By Matt Wood, op-ed contributor
April 10, 2012
Marriage for same-sex couples can be a divisive issue – not just for straight people, but among LGBT communities as well. While many LGBT people were thrilled when Maryland and Washington joined the growing list of states affirming marriage equality, others continue to question the logic of spending so much time and money on the marriage effort when other issues, like health care access and economic inequality, are more pressing for many of us.
This issue can seem particularly remote from the daily concerns of many members of transgender communities. A recent survey on transgender discrimination conducted by the National Center for Transgender Equality and the National Gay and Lesbian Task Force revealed that transgender people are likely to live in extreme poverty, to be under- or unemployed, to be denied health care and housing, and to be harassed in school. Chillingly, a staggering 41% of survey respondents reported attempting suicide. (The full report is available online at http://www.thetaskforce.org)
It’s no wonder that some transgender people are frustrated by the significant resources that primarily lesbian and gay organizations have devoted to marriage equality efforts in recent years, a concern also raised by LGBT people of color, youth, and people living with HIV/AIDS. In the shadow of pervasive poverty and despair, and with virtually no national conversation about transgender rights, transgender community members see the allocation of scarce LGBT movement resources (staff time, community money, political will) on marriage as misplaced at best.
While this frustration is understandable, it may be short-sighted. First, it ignores the fact that many transgender people are also lesbian, gay, or bisexual, or in relationships that the government views as legally “same-sex,” even if the partners consider themselves to be different sex.
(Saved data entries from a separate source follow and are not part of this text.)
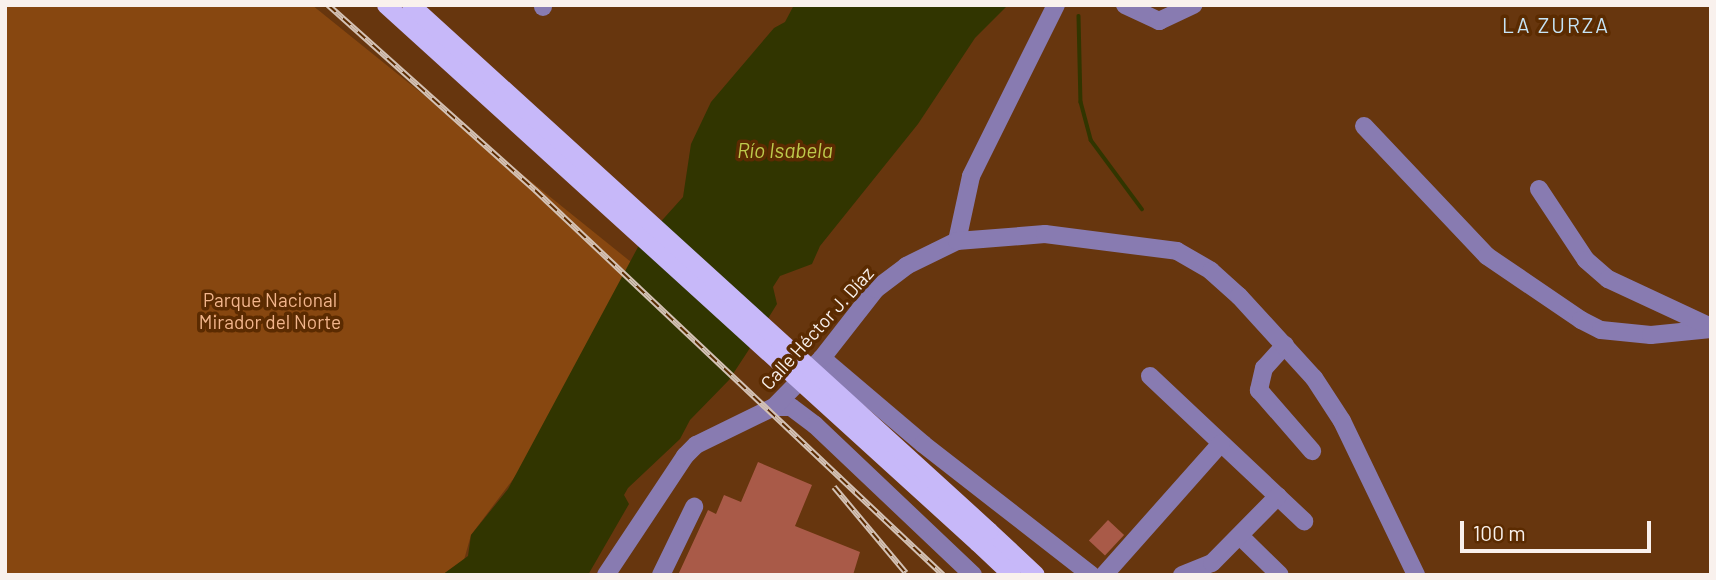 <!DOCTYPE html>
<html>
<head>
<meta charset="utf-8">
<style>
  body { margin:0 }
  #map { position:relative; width:1716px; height:580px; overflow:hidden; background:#67360e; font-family:Barlow,sans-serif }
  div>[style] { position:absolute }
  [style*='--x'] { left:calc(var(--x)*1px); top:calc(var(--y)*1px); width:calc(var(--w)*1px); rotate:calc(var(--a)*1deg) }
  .green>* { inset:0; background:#874710 }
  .water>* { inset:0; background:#313500 }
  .stream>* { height:3.5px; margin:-1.75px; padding:0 1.75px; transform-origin:1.75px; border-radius:1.75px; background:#313500 }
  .building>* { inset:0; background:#a95a48; transform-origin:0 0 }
  .minor>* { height:18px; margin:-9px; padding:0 9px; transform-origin:9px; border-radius:9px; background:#887bb1 }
  .major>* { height:18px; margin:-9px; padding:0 9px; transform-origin:9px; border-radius:9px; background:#c7b8f9 }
  .rail>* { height:6px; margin-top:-3px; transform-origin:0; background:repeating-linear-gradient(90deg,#5b2b01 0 10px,#d4c2b5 0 20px); box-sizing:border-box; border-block:2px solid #d4c2b5 }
  .major-bridge>* { height:18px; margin:-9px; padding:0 9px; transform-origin:9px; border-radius:9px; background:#c7b8f9 }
  span { translate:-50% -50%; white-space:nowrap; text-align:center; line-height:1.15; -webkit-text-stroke:7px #5b2b01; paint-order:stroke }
  .park-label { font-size:19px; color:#f2b58c }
  .street-label { font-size:19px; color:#f9f1ed }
  .neighbourhood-label { font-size:21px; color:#c6e4f6; letter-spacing:2px }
  .water-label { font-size:21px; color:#bdca4c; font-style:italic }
  .frame { position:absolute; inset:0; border:7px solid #f9f1ed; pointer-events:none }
  .scale { position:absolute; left:1460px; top:521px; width:191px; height:32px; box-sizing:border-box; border:4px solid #f9f1ed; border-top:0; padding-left:9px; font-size:21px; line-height:24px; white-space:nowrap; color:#f9f1ed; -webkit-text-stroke:5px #5b2b01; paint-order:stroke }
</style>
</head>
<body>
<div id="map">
  <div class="green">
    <div style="clip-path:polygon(5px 5px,312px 5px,631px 262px,517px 474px,471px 535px,464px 560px,442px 575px,5px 575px)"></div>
  </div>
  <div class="water">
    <div style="clip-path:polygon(794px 5px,1008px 5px,975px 38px,918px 124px,820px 246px,812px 264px,780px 276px,773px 287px,777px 304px,748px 351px,729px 380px,690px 420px,680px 439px,628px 488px,624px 495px,629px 504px,588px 575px,442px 575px,468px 556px,471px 535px,508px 489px,638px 247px,683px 197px,691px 144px,711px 102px,774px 28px,785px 22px)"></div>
  </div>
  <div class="stream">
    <div style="--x:1079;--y:16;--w:86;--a:88.7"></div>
    <div style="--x:1081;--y:102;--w:39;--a:75"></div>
    <div style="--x:1091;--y:140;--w:86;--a:53.5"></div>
  </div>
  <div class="building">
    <div style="clip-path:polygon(758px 462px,812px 485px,795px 526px,860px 552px,853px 575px,678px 575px,708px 510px,716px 514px,724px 495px,741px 502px)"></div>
    <div style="left:1108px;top:520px;width:22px;height:28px;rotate:43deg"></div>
  </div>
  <div class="minor">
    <div style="--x:543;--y:5;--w:2;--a:90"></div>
    <div style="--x:1125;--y:5;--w:38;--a:25"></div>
    <div style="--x:1159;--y:21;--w:38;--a:-25"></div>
    <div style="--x:1364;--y:126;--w:179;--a:46.6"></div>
    <div style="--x:1487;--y:256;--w:114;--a:34.2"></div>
    <div style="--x:1581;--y:320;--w:22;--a:27"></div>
    <div style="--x:1601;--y:330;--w:50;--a:5.7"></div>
    <div style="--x:1651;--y:335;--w:60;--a:-5.7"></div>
    <div style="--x:1539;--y:189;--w:85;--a:56.5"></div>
    <div style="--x:1586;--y:260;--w:29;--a:41"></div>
    <div style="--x:1608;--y:279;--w:114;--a:25"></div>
    <div style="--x:957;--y:241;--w:66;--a:-77.8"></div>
    <div style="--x:971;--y:176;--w:191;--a:-63.6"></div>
    <div style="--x:1285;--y:345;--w:31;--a:132"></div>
    <div style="--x:1264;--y:368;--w:23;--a:103"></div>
    <div style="--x:1259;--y:390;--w:81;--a:49"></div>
    <div style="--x:822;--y:358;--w:133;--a:40.4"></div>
    <div style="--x:923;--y:444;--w:213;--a:37.9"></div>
    <div style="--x:1150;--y:376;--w:212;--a:43.3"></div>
    <div style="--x:774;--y:407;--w:17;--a:0"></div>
    <div style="--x:791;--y:407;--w:30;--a:37"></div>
    <div style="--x:815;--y:425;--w:218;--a:43.5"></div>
    <div style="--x:1241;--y:537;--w:54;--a:44.3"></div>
    <div style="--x:606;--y:575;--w:143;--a:-56.4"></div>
    <div style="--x:685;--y:456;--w:16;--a:-45"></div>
    <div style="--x:696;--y:445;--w:87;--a:-26"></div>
    <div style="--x:774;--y:407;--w:69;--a:-45.6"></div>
    <div style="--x:822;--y:358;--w:88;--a:-52"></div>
    <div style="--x:876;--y:289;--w:38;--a:-37"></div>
    <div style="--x:906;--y:266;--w:57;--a:-26.1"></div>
    <div style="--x:957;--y:241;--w:88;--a:-4.5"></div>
    <div style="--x:1045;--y:234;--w:133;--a:7.3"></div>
    <div style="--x:1177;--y:251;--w:39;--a:30"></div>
    <div style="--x:1211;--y:271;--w:38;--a:42"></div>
    <div style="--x:1239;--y:296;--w:111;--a:47.6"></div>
    <div style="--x:1314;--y:378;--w:51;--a:56.9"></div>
    <div style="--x:1342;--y:421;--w:171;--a:64.3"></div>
    <div style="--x:661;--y:575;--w:76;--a:-64.1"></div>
    <div style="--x:1104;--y:575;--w:176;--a:-48.4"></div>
    <div style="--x:1182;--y:575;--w:32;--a:-22"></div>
    <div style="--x:1212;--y:563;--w:94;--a:-45.4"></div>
  </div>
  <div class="major">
    <div style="--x:989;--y:531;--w:64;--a:43.1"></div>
    <div style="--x:978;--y:543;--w:47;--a:43.3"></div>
  </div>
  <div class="rail">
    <div style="--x:328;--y:5;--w:278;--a:41.8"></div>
    <div style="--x:535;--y:190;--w:561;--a:43.34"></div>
    <div style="--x:834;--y:487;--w:112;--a:50.1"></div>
  </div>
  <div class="major-bridge">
    <div style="--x:386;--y:5;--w:800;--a:42.26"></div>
    <div style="--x:411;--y:5;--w:782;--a:42.3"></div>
  </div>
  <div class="park-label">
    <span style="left:270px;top:311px">Parque Nacional<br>Mirador del Norte</span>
  </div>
  <div class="street-label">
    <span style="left:817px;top:328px;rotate:-48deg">Calle Héctor J. Díaz</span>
  </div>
  <div class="neighbourhood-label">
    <span style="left:1556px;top:25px">LA ZURZA</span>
  </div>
  <div class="water-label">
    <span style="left:785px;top:150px">Río Isabela</span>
  </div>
  <div class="frame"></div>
  <div class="scale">100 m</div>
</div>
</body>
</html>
For instance, a marriage between a trans man and a non-trans woman might or might not be legally recognized as a valid different-sex marriage. That’s because the standard for having a person’s gender identity legally recognized depends upon where they were born, and where they currently live. While most states permit a person to change the gender on their birth certificate, many require the person to have some kind of medical intervention in order to do so — medical intervention that many transgender people may not be able to afford, or may not want. Some states, including Idaho, Tennessee, and Ohio, refuse to change the gender marker on birth certificates.